═══ Data for this exercise
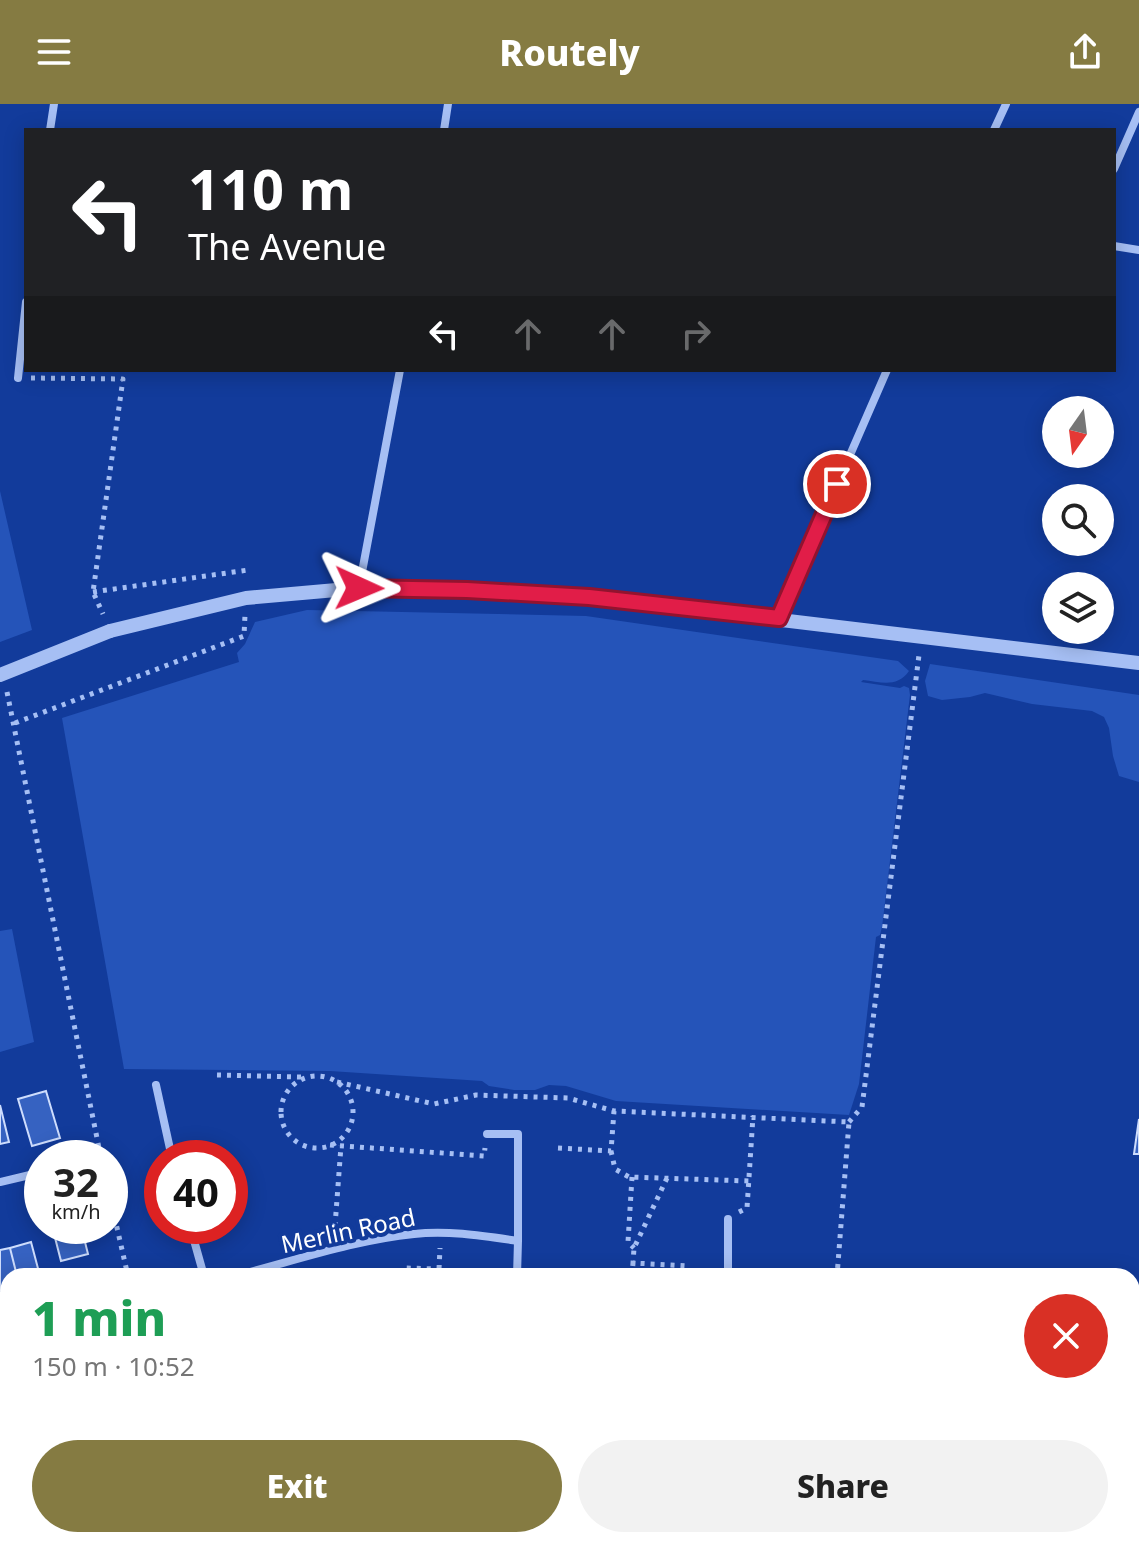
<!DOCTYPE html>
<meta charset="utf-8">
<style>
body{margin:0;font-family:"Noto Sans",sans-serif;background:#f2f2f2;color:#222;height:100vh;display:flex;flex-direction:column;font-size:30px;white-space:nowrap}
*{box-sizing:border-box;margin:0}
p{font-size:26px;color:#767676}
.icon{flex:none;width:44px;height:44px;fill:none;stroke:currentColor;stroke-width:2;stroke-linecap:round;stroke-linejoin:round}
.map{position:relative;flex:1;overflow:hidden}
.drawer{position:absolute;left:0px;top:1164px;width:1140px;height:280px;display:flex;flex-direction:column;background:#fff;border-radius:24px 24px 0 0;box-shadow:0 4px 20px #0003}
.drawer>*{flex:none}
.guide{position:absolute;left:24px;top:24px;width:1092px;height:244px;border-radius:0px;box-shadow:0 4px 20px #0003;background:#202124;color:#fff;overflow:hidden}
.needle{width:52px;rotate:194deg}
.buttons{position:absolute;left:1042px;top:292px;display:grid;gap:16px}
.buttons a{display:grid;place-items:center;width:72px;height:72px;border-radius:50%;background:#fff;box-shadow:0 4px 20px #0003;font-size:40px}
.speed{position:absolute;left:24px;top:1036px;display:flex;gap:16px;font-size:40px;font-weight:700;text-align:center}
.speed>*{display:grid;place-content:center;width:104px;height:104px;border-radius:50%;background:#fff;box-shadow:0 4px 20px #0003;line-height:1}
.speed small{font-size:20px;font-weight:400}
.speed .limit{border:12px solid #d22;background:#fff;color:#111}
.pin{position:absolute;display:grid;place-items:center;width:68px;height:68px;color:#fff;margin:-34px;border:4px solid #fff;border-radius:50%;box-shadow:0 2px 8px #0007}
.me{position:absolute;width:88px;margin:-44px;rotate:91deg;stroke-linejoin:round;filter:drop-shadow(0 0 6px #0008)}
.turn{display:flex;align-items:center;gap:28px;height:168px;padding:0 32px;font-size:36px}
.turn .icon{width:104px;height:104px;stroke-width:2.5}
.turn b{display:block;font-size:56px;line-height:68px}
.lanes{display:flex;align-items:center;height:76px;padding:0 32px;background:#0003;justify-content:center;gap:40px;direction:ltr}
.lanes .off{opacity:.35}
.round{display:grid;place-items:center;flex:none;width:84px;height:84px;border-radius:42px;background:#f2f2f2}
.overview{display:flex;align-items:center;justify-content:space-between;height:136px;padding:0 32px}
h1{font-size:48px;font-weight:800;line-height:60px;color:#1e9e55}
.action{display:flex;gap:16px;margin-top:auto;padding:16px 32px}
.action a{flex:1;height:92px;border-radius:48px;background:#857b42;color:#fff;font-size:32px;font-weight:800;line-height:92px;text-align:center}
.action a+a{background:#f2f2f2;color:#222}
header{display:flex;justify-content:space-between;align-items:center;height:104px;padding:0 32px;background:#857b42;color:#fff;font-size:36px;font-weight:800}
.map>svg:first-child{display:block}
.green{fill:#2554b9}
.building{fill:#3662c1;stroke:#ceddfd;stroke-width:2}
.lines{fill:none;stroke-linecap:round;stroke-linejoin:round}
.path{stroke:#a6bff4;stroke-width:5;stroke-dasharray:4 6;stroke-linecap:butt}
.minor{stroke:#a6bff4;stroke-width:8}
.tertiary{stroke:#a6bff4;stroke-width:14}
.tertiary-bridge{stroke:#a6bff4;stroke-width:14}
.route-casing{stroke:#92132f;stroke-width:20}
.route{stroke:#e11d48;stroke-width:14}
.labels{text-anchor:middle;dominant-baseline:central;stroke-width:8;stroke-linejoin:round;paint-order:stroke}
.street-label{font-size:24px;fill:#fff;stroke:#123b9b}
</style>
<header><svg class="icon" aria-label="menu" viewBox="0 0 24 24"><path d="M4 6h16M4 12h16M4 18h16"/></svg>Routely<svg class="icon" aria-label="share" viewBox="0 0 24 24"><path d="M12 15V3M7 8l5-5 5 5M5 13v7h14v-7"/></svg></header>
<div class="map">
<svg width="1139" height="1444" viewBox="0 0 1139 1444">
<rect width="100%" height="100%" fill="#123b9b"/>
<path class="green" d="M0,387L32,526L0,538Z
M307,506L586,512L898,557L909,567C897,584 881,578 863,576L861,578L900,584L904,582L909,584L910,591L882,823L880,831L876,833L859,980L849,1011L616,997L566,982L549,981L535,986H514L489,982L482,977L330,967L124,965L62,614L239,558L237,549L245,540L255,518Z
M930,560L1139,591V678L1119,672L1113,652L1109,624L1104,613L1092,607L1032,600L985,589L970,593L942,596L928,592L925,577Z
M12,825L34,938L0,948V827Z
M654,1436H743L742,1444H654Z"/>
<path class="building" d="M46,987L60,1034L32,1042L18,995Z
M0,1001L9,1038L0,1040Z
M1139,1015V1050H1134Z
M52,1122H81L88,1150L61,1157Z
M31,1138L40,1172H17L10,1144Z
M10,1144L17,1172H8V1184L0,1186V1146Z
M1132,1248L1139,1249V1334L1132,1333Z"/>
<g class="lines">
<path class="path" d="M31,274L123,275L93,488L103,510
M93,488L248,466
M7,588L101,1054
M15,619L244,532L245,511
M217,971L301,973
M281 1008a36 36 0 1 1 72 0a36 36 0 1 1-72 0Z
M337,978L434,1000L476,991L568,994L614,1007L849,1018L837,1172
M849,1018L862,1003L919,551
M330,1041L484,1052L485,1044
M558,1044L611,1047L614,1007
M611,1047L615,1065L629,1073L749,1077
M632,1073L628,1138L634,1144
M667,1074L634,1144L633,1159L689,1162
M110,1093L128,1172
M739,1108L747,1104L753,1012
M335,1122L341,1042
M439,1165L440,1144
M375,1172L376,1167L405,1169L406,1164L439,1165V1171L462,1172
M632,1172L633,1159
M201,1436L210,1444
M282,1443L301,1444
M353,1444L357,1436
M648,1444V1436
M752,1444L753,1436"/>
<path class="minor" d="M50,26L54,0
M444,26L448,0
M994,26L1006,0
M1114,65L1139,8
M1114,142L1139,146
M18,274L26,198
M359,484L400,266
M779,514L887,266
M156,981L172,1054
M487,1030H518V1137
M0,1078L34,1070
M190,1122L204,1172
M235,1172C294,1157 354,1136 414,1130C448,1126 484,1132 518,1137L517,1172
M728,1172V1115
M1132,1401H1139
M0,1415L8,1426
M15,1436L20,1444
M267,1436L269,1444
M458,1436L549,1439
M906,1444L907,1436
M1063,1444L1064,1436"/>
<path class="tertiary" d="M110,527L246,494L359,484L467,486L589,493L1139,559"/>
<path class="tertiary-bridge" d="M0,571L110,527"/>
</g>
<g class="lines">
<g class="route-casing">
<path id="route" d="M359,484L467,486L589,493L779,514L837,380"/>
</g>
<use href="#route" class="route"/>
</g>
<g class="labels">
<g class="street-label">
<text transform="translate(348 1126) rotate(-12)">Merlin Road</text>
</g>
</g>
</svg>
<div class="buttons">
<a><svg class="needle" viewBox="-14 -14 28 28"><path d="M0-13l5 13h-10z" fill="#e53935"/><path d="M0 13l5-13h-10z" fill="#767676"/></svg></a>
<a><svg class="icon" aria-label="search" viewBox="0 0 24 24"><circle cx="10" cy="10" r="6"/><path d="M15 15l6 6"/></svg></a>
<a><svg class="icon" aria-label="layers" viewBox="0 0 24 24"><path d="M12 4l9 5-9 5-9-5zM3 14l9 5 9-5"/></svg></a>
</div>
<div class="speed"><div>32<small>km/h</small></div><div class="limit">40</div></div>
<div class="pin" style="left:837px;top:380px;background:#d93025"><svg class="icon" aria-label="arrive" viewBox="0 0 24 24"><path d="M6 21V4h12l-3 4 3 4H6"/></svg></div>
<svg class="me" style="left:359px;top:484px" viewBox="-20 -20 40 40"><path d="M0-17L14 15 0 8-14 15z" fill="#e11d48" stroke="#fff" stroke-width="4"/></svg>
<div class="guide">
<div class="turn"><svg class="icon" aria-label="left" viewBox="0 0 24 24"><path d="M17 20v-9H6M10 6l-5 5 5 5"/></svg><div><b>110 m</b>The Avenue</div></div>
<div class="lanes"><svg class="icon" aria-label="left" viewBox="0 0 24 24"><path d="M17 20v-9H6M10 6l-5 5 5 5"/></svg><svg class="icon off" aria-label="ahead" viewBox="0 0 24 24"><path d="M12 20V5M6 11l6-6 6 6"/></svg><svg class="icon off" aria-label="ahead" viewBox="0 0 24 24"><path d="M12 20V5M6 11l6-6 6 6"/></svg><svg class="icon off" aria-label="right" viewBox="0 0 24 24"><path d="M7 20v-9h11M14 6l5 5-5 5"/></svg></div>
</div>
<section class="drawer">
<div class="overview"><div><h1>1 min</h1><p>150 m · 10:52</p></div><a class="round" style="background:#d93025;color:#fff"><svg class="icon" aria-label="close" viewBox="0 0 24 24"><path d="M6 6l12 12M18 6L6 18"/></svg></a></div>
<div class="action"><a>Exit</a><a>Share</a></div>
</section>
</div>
══════
About this exercise. The word is "limit". Copy every line above where it appears.

Answer to this task.
.speed .limit{border:12px solid #d22;background:#fff;color:#111}
<div class="speed"><div>32<small>km/h</small></div><div class="limit">40</div></div>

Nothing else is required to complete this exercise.